→ **WHAT YOU HAVE TO DO**
Take every line containing "compass" out of the records.

─── PROVIDED ENTRIES

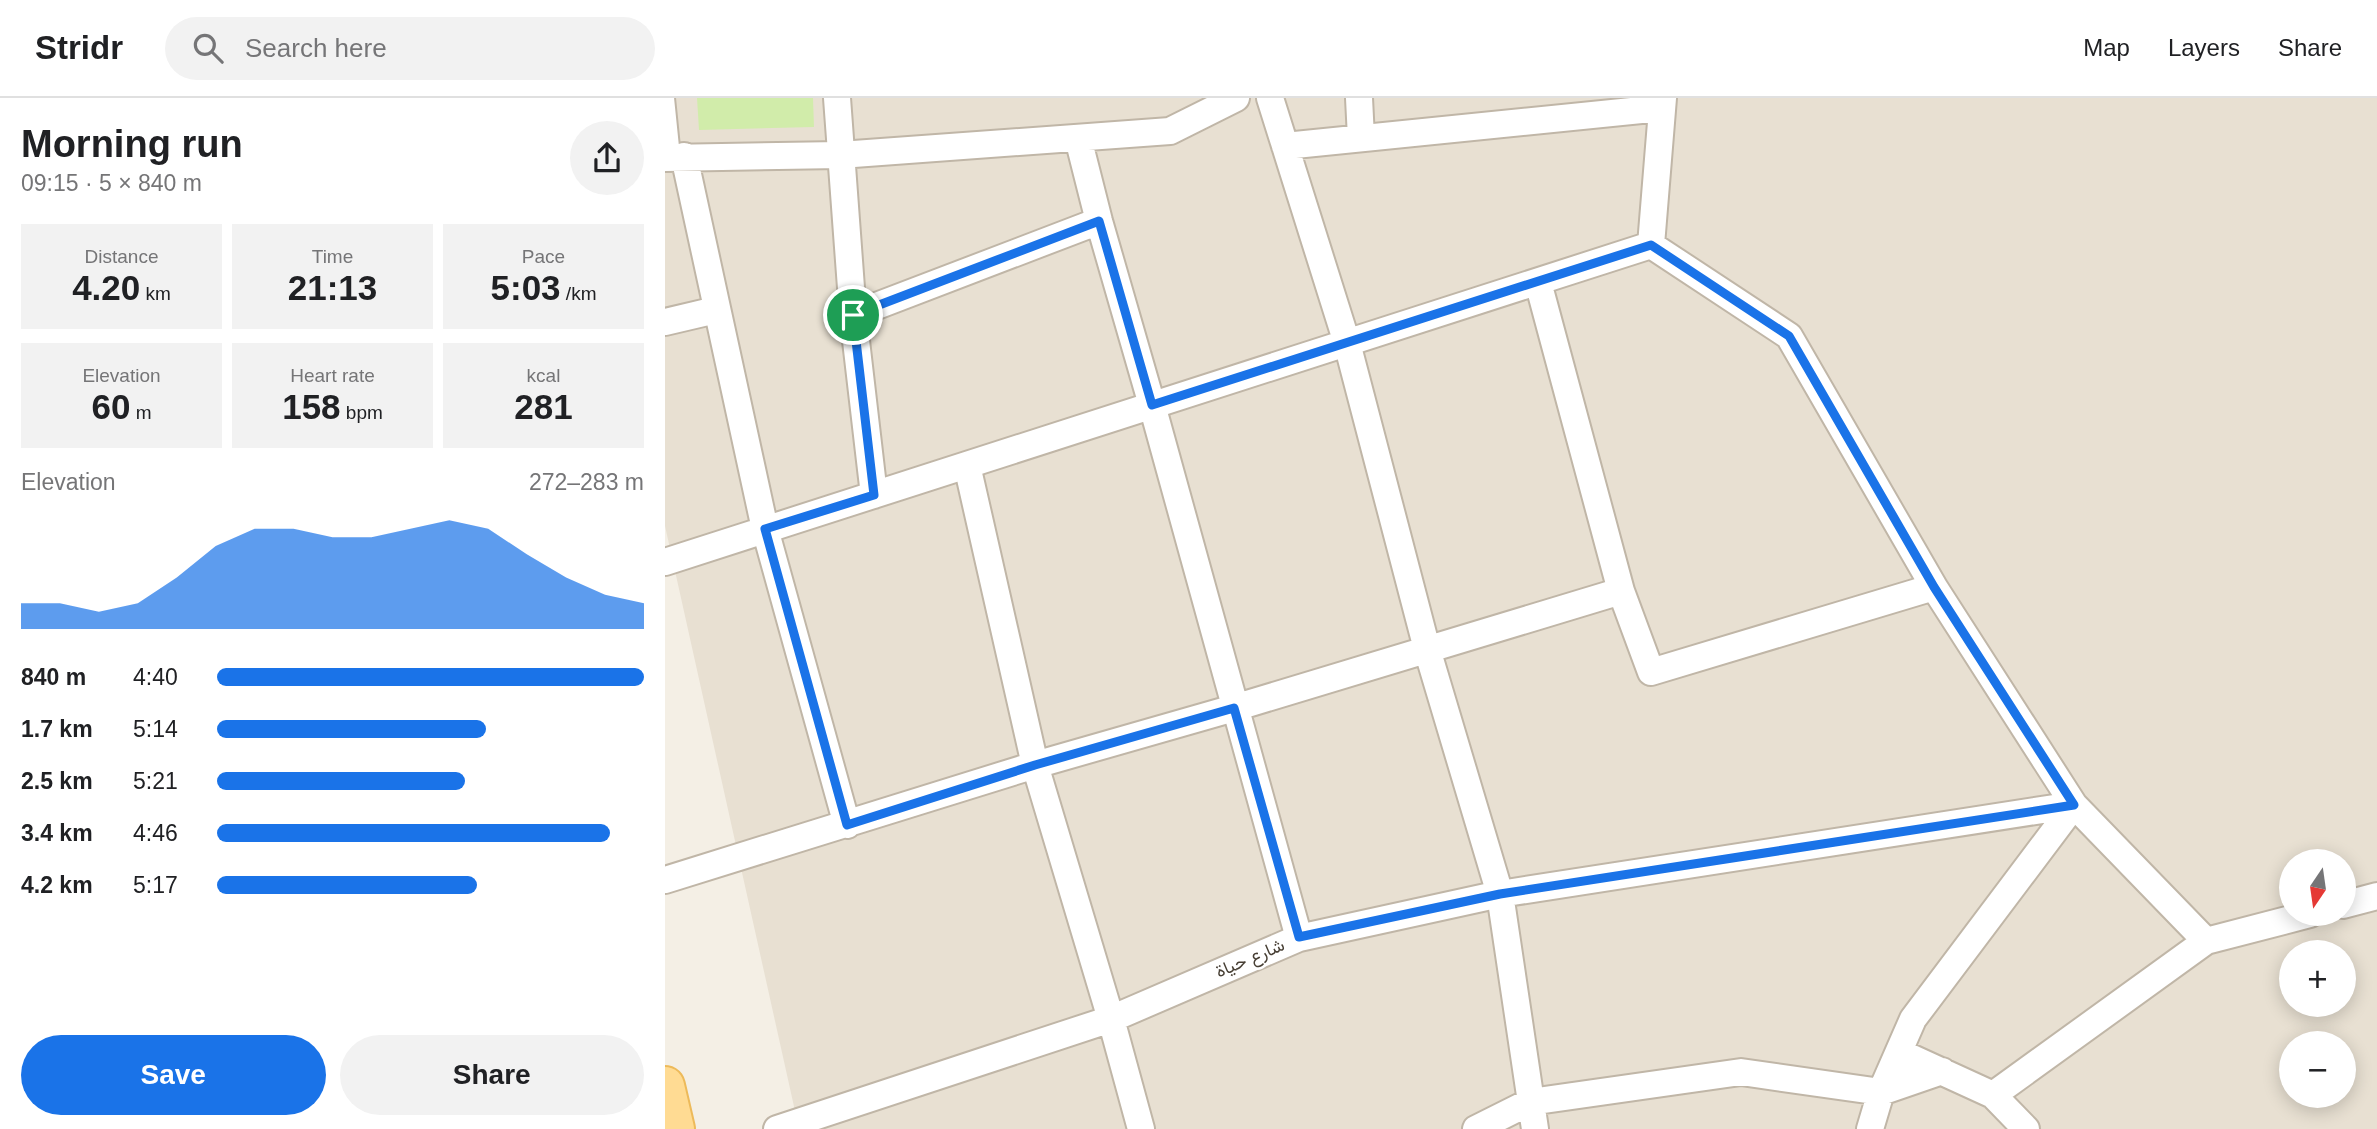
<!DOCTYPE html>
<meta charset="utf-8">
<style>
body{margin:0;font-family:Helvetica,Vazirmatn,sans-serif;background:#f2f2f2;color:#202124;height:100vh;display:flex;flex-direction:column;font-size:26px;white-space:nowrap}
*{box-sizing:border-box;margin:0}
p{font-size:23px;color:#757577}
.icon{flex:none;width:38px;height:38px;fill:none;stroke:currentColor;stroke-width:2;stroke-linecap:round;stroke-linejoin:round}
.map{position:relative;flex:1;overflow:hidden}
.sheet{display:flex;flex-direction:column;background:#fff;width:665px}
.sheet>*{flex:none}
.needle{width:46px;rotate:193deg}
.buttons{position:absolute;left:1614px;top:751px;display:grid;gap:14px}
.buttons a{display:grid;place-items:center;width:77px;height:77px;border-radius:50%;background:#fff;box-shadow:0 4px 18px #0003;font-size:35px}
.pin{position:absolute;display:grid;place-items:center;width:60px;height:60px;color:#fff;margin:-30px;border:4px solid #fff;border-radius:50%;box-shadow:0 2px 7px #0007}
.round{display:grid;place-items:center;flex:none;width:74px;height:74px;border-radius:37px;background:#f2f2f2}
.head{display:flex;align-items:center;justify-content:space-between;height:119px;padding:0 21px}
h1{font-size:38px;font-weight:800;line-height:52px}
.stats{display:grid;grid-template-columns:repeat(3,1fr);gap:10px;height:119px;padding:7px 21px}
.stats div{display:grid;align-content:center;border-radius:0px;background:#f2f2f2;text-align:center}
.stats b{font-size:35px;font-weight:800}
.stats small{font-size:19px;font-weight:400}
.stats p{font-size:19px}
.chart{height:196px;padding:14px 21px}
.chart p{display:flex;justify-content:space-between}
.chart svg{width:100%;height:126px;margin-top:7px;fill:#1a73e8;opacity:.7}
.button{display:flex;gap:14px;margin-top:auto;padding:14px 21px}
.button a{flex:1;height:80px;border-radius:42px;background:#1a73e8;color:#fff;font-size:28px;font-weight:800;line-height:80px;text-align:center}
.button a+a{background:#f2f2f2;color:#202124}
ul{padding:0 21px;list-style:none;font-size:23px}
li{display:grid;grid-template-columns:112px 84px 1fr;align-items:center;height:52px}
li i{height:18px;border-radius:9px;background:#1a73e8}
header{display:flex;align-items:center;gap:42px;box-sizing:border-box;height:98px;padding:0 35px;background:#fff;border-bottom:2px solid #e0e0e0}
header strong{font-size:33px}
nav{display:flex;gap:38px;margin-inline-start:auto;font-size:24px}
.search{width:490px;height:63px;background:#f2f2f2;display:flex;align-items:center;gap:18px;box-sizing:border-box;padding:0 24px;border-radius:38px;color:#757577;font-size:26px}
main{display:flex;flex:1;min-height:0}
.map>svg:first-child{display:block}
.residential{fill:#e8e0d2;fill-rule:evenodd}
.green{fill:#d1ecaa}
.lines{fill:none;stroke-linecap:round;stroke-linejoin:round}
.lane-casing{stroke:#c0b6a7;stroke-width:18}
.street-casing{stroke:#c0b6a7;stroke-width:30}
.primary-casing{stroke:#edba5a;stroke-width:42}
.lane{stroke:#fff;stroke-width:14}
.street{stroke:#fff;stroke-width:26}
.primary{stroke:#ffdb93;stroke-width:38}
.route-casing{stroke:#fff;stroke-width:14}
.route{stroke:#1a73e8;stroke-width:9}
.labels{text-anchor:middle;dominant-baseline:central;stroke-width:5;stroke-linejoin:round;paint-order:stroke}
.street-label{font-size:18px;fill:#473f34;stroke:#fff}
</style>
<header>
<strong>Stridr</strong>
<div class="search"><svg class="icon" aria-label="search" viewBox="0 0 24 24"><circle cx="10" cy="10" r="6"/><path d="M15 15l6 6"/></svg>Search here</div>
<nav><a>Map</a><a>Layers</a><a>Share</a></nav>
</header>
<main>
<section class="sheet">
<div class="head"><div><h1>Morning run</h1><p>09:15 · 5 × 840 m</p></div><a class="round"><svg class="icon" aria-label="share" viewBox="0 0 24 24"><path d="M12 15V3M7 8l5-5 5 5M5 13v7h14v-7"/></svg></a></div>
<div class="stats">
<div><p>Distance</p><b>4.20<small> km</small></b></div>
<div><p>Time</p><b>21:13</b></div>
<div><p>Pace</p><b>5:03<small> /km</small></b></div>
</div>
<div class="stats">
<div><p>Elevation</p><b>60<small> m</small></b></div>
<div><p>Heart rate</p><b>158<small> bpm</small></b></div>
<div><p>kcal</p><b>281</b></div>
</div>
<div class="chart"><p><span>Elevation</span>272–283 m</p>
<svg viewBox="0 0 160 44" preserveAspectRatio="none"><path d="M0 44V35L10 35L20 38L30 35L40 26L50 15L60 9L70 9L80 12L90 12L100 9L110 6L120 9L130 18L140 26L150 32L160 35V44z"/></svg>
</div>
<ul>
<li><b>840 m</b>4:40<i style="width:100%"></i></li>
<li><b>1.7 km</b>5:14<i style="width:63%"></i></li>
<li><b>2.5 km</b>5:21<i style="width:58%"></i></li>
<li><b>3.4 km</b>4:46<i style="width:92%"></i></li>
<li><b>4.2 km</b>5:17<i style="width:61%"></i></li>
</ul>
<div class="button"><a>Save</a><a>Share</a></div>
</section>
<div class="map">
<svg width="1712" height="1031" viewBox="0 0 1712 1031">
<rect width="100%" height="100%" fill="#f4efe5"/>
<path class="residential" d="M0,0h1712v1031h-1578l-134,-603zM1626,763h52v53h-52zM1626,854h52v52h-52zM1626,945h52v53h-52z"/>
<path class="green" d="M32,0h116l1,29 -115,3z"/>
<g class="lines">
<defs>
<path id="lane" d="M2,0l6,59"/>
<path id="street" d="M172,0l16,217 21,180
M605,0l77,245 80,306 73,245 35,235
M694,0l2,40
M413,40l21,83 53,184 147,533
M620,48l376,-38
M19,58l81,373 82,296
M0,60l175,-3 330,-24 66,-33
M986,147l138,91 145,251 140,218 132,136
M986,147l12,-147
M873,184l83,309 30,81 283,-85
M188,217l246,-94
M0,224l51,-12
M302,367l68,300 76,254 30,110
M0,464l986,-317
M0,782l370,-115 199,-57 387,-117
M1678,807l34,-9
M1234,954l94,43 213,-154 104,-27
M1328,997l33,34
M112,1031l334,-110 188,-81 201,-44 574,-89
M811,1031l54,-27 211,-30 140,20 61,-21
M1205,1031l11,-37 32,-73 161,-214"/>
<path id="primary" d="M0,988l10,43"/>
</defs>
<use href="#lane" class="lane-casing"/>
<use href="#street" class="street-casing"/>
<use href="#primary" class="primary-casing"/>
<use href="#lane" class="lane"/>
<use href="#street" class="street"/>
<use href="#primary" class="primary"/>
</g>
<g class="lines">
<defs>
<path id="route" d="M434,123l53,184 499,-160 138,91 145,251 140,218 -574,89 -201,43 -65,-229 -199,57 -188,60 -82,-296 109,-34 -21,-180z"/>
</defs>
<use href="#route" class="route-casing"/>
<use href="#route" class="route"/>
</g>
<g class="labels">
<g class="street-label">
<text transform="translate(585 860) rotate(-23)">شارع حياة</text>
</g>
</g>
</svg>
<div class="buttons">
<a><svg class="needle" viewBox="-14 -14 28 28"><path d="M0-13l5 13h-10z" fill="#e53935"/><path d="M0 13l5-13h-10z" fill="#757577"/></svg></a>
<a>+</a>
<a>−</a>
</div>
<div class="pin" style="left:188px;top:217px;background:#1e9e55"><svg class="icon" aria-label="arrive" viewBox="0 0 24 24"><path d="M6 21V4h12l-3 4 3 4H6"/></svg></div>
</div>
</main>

──────
─── PROVIDED ENTRIES

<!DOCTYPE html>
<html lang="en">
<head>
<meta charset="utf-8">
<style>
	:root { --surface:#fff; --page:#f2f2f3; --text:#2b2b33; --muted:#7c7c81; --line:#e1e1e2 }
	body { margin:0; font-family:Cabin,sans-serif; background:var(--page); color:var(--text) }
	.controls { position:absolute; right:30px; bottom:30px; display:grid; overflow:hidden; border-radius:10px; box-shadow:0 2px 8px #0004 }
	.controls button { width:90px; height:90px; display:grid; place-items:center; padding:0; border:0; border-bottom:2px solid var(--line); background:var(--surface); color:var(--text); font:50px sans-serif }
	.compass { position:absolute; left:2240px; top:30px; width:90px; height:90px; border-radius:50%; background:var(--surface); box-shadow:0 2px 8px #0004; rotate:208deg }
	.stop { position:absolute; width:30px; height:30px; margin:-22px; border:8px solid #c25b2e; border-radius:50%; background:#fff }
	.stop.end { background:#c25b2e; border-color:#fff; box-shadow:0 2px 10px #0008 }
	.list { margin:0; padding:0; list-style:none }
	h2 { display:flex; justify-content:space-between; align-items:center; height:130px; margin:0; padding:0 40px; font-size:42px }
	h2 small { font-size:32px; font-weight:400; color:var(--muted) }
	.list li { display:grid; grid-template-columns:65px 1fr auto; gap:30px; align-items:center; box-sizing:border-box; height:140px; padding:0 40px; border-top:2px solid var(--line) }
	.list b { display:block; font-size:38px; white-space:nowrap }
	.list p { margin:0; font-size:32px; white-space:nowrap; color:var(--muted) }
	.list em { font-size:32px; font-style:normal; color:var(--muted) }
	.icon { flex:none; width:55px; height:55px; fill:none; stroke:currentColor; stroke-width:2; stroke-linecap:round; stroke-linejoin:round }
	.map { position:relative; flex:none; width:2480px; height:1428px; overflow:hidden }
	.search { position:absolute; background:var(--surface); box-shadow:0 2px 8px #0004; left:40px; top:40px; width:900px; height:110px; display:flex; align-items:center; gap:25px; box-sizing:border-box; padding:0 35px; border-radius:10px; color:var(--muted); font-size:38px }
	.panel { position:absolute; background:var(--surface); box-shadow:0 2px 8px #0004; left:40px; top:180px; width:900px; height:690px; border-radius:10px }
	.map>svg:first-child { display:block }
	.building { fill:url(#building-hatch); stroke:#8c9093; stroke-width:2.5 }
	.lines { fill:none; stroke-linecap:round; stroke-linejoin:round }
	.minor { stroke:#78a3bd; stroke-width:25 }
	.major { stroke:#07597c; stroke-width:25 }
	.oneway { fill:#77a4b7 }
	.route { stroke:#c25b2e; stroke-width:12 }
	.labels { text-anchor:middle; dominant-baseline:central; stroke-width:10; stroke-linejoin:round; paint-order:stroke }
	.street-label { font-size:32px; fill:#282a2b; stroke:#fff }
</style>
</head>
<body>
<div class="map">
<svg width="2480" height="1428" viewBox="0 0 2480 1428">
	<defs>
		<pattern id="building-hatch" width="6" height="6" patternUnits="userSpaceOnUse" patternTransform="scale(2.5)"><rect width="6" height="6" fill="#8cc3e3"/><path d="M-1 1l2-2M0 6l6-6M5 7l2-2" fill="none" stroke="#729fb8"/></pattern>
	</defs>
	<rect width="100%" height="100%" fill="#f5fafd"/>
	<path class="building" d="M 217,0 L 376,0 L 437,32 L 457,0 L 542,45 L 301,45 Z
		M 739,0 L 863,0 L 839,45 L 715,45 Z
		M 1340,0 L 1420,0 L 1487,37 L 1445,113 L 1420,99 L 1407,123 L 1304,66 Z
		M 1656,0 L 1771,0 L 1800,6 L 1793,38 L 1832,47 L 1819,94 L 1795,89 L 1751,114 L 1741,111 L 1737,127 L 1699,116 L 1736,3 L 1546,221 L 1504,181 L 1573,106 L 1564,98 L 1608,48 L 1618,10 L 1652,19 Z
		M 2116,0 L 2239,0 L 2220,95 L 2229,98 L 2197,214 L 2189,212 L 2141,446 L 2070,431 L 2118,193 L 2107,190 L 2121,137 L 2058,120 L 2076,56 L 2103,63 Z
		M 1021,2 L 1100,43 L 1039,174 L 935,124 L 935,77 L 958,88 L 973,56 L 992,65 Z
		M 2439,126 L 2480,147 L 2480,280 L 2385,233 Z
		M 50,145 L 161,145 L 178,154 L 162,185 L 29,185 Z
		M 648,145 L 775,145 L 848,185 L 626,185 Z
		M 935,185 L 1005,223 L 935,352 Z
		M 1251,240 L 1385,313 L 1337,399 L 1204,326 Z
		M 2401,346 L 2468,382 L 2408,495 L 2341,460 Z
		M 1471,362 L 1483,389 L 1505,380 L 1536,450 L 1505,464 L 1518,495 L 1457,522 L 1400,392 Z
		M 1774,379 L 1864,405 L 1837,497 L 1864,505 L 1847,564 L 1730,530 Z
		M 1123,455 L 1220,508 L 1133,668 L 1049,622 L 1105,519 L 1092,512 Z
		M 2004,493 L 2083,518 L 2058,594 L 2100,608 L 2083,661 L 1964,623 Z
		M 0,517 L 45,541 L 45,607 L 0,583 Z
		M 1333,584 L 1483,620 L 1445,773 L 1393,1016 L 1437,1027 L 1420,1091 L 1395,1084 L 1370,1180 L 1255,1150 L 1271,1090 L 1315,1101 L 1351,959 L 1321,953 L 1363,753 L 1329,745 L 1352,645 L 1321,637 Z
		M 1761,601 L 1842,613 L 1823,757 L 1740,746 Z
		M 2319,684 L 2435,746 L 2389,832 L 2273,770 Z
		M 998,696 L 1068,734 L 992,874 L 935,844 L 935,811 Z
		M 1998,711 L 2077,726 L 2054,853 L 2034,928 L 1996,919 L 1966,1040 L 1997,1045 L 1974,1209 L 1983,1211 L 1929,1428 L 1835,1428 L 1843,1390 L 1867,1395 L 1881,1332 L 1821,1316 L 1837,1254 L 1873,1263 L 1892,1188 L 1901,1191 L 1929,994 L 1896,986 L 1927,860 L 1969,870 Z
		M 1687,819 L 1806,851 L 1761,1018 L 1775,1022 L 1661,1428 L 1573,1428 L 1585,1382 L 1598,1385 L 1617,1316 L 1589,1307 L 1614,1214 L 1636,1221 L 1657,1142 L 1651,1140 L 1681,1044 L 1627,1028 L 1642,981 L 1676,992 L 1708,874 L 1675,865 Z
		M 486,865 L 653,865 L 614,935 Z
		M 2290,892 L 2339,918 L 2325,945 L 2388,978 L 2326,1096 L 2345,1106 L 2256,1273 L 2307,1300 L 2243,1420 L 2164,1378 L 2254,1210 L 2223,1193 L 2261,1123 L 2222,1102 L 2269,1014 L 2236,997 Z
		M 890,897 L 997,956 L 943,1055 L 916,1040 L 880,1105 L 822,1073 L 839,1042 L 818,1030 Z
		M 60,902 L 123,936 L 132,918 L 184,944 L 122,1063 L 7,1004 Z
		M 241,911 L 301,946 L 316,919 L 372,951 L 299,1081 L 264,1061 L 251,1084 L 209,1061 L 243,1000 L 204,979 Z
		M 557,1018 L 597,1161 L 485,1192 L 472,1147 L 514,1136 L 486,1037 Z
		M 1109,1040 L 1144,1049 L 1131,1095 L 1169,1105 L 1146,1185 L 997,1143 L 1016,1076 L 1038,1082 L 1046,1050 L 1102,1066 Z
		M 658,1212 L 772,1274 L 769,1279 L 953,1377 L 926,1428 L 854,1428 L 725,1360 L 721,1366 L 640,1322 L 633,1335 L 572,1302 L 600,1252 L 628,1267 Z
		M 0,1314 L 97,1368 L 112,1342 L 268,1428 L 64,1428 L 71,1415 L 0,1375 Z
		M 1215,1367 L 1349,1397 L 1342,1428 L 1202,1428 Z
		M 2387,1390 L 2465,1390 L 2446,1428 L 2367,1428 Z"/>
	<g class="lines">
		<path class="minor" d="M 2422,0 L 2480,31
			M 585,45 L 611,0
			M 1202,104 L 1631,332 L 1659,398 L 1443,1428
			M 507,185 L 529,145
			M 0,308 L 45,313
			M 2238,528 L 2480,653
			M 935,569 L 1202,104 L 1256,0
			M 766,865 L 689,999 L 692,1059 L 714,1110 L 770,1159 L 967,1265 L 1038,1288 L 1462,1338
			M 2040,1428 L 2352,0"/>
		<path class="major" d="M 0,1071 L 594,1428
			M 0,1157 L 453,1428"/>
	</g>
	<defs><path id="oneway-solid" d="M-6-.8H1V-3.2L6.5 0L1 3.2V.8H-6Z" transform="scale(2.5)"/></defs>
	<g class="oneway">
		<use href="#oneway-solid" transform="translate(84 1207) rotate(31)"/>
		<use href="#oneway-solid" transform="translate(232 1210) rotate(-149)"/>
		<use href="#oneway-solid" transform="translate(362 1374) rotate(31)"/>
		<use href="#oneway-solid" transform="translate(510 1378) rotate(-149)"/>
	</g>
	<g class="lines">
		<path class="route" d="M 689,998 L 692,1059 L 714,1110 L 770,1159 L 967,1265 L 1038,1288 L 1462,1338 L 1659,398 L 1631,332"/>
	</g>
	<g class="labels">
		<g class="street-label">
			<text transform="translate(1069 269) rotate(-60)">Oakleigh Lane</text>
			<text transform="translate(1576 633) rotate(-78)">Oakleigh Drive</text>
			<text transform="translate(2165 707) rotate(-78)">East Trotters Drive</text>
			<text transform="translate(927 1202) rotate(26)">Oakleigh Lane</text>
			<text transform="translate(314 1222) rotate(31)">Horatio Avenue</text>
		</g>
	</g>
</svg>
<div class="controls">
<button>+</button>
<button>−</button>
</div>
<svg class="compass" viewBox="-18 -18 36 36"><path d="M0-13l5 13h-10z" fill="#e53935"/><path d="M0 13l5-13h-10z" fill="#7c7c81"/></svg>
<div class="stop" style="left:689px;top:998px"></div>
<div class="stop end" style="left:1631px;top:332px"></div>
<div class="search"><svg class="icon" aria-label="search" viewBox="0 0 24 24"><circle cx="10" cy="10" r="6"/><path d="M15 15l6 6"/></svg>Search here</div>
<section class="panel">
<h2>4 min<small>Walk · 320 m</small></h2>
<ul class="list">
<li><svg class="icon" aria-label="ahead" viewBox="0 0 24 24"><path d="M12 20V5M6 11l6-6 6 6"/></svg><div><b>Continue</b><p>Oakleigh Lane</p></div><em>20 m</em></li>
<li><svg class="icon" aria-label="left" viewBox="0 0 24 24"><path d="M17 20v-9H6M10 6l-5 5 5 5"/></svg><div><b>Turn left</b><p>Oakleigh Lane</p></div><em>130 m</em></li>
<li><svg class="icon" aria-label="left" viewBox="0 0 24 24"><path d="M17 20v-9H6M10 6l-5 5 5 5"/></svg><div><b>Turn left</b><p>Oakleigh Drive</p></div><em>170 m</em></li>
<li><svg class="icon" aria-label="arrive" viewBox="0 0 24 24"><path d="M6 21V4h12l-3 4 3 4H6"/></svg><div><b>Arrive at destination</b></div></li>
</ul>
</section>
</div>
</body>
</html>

──────

→ **OUTPUT OF THE EXERCISE**
	.compass { position:absolute; left:2240px; top:30px; width:90px; height:90px; border-radius:50%; background:var(--surface); box-shadow:0 2px 8px #0004; rotate:208deg }
<svg class="compass" viewBox="-18 -18 36 36"><path d="M0-13l5 13h-10z" fill="#e53935"/><path d="M0 13l5-13h-10z" fill="#7c7c81"/></svg>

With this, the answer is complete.